For Moodispaw, the 67-year-old former National Security Agency senior manager, trial lawyer and seasoned corporate executive, guiding the growth of KEYW is a second act to the success he experienced with its predecessor, Essex Corp., a signals processing and systems integration firm. That company was bought in 2007 by Northrop Grumman for $580 million.

"I'm never going to retire," he said. "I enjoy what I'm doing. I feel like I'm 40."

Despite working closely with buttoned-up government agencies, Moodispaw is known for encouraging an easygoing corporate environment that intentionally evokes the laidback attitude of the denizens of Key West, Fla. — his favorite place to relax.

The company's name and stock ticker symbol — KEYW — is a reference to Key West. He and other corporate executives dress casually — no ties — even when going on road shows to investor conferences and Wall Street.

In the Securities and Exchange Commission filing that detailed KEYW's public stock offering, Moodispaw is described as "still growing older but not up, enjoys Rock 'n' Roll, chocolate and Key West, Florida."

The parrot, the unofficial bird of Key West, is part of the company's logo. Stuffed parrots and fake palm trees are scattered throughout the company's squat headquarters in a Hanover office park. Many of the parrot artifacts are gifts from friends and colleagues who know about his affinity with Key West.
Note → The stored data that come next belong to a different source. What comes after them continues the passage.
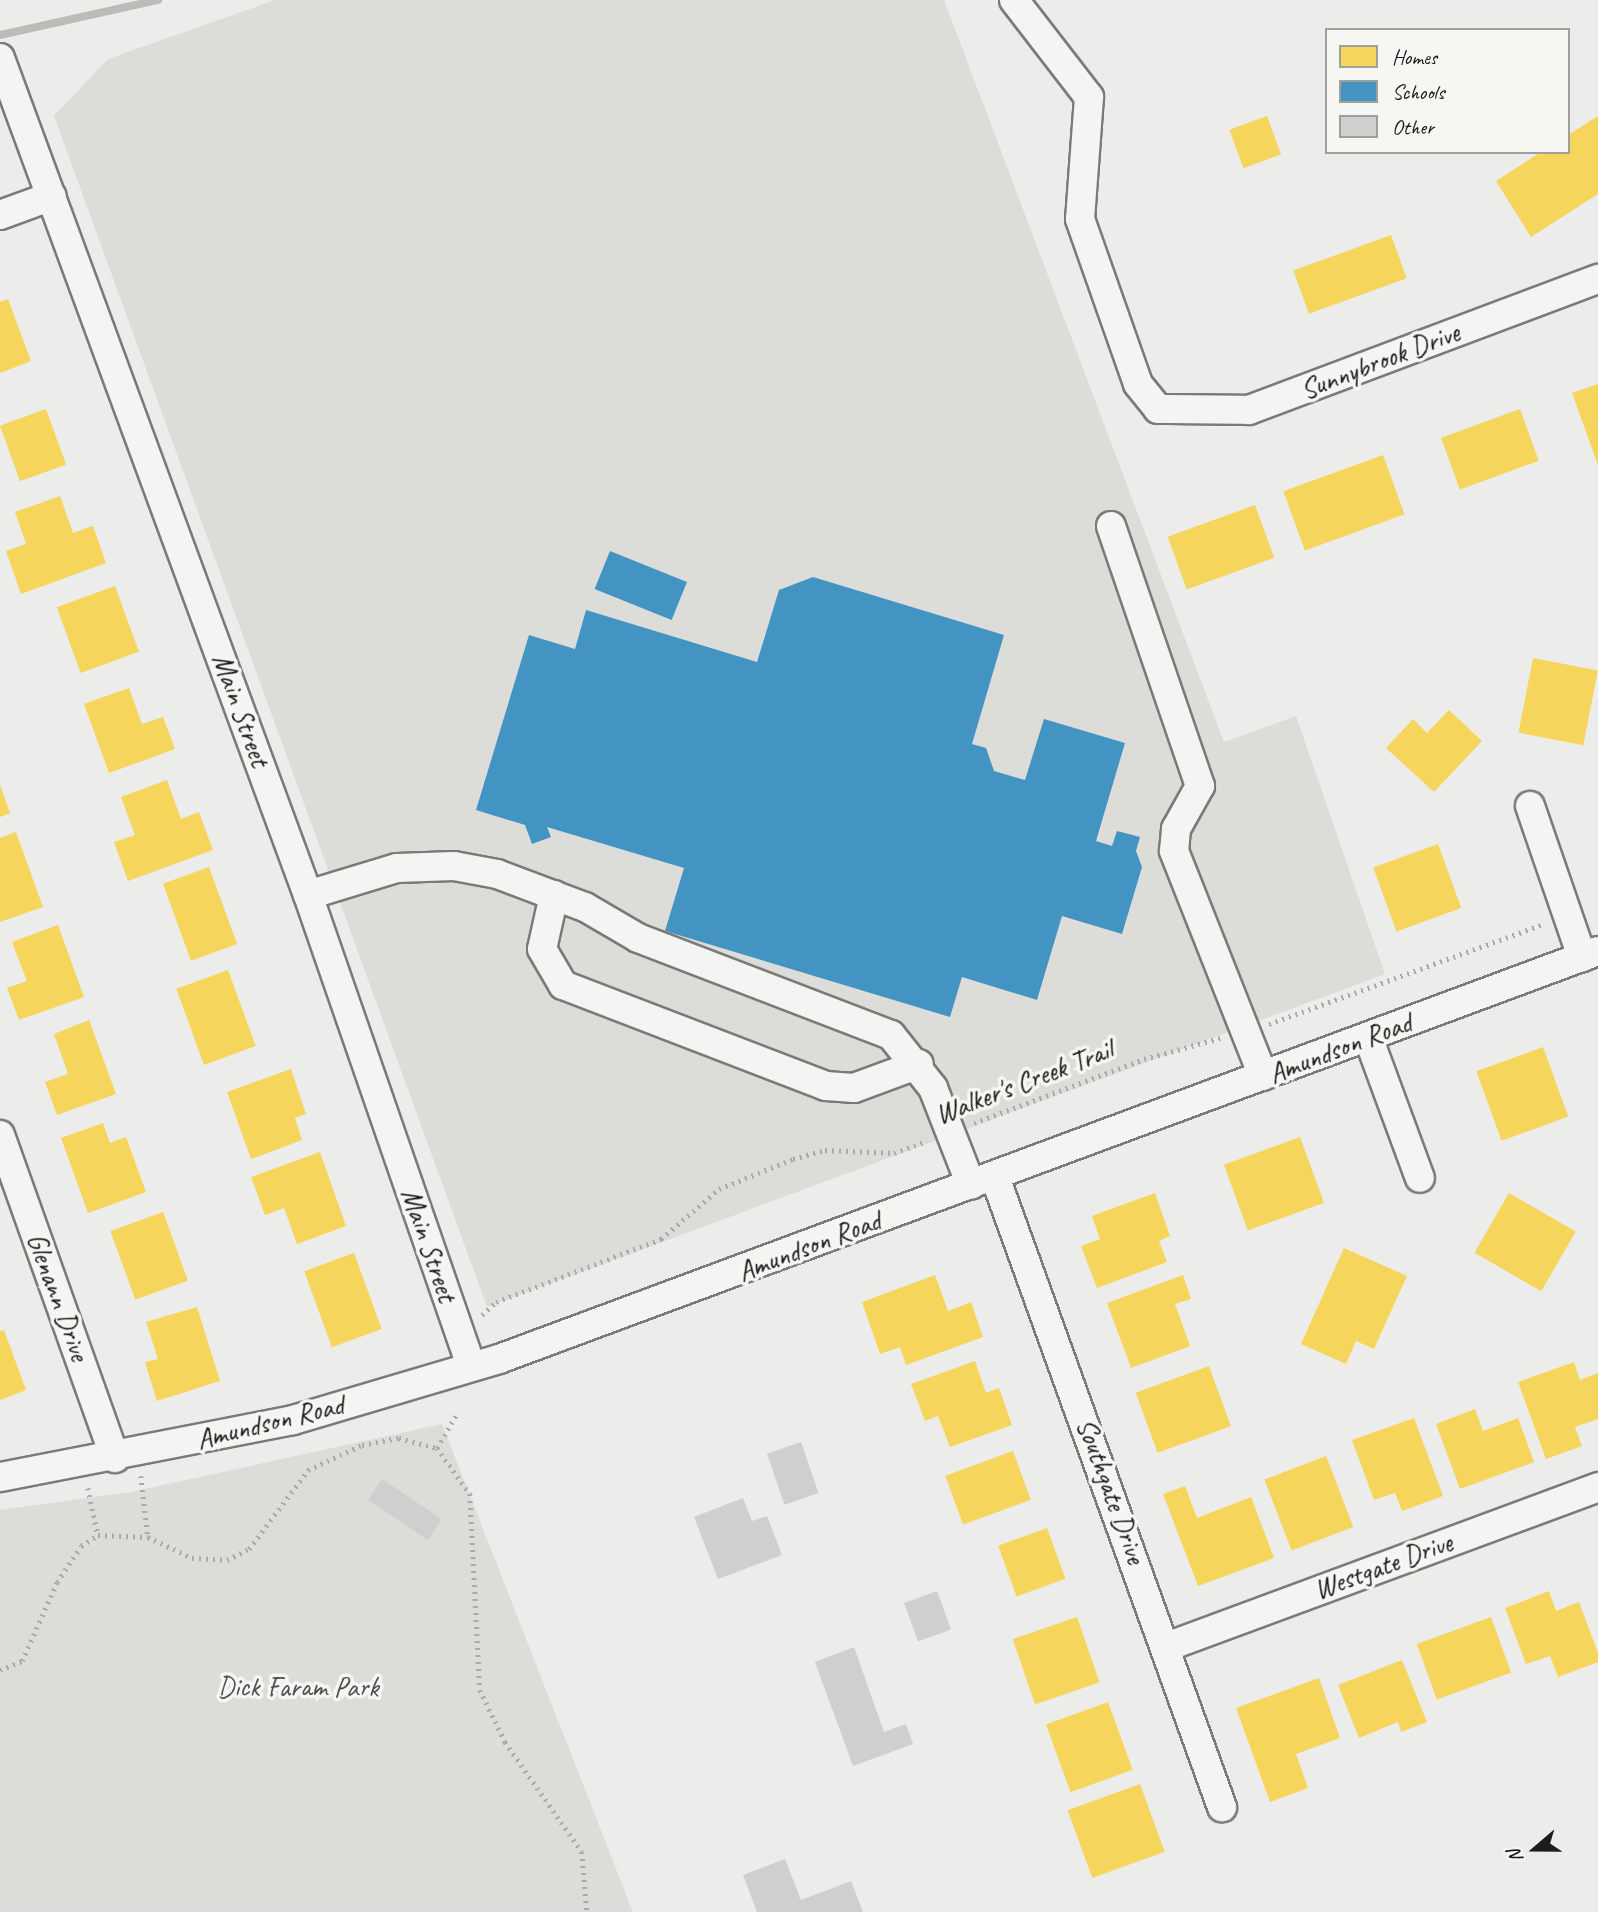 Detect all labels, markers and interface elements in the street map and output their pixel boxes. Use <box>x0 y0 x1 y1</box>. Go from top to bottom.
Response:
legend <box>1325 28 1570 154</box>
text: Homes <box>1392 44 1437 70</box>
text: Schools <box>1392 79 1444 105</box>
text: Other <box>1392 114 1434 140</box>
street label: Sunnybrook Drive <box>1296 315 1464 407</box>
street label: Main Street <box>205 649 277 771</box>
street label: Amundson Road <box>1264 1006 1416 1090</box>
street label: Walker's Creek Trail <box>931 1033 1117 1131</box>
street label: Main Street <box>394 1184 464 1306</box>
street label: Amundson Road <box>733 1204 885 1288</box>
street label: Glenann Drive <box>19 1228 97 1366</box>
street label: Amundson Road <box>193 1388 347 1456</box>
street label: Southgate Drive <box>1069 1414 1153 1568</box>
street label: Westgate Drive <box>1309 1525 1457 1607</box>
park label: Dick Faram Park <box>217 1670 379 1704</box>
north arrow <box>1500 1814 1570 1884</box>
text: N <box>1502 1847 1529 1866</box> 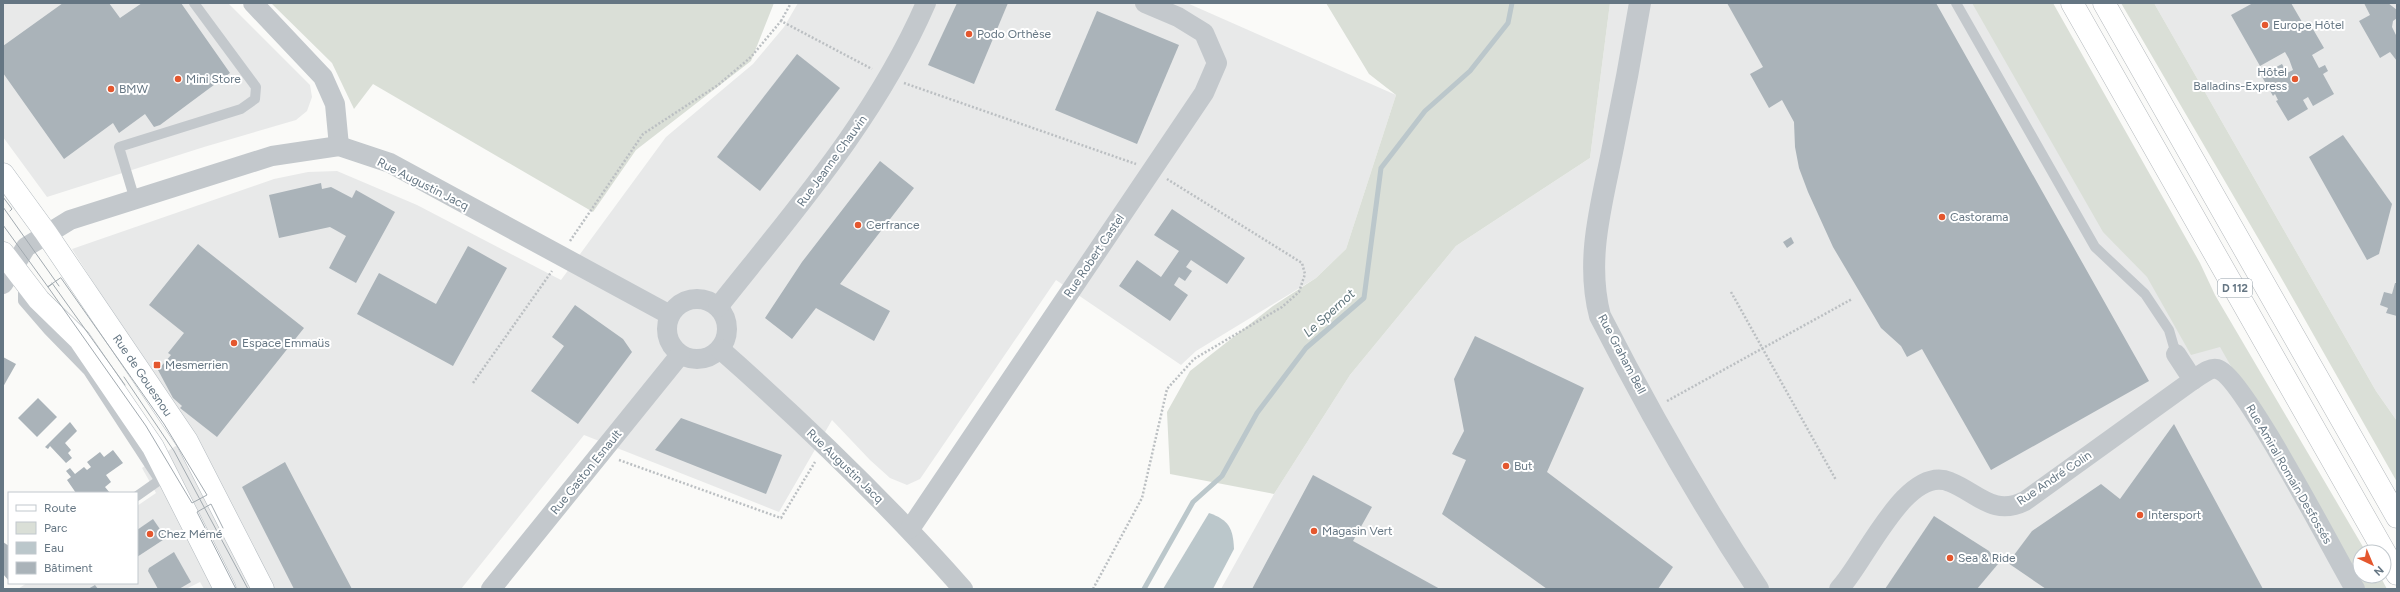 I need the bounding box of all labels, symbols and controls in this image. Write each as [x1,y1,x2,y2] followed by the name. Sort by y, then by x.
[2273,18,2344,32] place label: Europe Hôtel
[2260,20,2270,30] marker: Europe Hôtel
[977,27,1052,41] place label: Podo Orthèse
[964,29,974,39] marker: Podo Orthèse
[2193,65,2287,93] place label: Hôtel Balladins-Express
[186,72,241,86] place label: Mini Store
[173,74,183,84] marker: Mini Store
[2290,74,2300,84] marker: Hôtel Balladins-Express
[119,82,148,96] place label: BMW
[106,84,116,94] marker: BMW
[794,112,870,209] street label: Rue Jeanne Chauvin
[375,155,471,213] street label: Rue Augustin Jacq
[1950,210,2008,224] place label: Castorama
[1061,212,1127,300] street label: Rue Robert Castel
[1937,212,1947,222] marker: Castorama
[866,218,920,232] place label: Cerfrance
[853,220,863,230] marker: Cerfrance
[2218,279,2252,297] road number: D 112
[1300,285,1359,340] water label: Le Spernot
[1595,312,1649,396] street label: Rue Graham Bell
[110,332,175,419] street label: Rue de Gouesnou
[242,336,330,350] place label: Espace Emmaüs
[229,338,239,348] marker: Espace Emmaüs
[165,358,229,372] place label: Mesmerrien
[152,360,162,370] marker: Mesmerrien
[2243,402,2335,547] street label: Rue Amiral Romain Desfossés
[547,426,625,517] street label: Rue Gaston Esnault
[804,426,886,506] street label: Rue Augustin Jacq
[2014,448,2094,508] street label: Rue André Colin
[1514,459,1533,473] place label: But
[1501,461,1511,471] marker: But
[8,492,138,584] legend
[44,501,77,515] text: Route
[2148,508,2202,522] place label: Intersport
[2135,510,2145,520] marker: Intersport
[44,521,68,535] text: Parc
[1322,524,1393,538] place label: Magasin Vert
[1309,526,1319,536] marker: Magasin Vert
[158,527,223,541] place label: Chez Mémé
[145,529,155,539] marker: Chez Mémé
[44,541,64,555] text: Eau
[2352,544,2392,584] north arrow
[1958,551,2016,565] place label: Sea & Ride
[1945,553,1955,563] marker: Sea & Ride
[44,561,93,575] text: Bâtiment
[2371,563,2386,578] text: N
Playfulness aside, Moodispaw is using his decades worth of connections and experience to quickly assemble a nimble company in the top-secret world of cybersecurity. But he and others at KEYW don't use the word "security;" instead, they replace it with "superiority." Cyber superiority means being able to conduct both defensive and offensive operations, according to KEYW officials.

KEYW is riding the wave of government spending on cybersecurity that is fueling other defense-related contractors in the Baltimore, Washington and Northern Virginia regions. The national intelligence budget, which includes an unspecified amount for cybersecurity needs, is slated to grow from $49 billion last year to $53 billion this year, according to the Office of the Director of National Intelligence.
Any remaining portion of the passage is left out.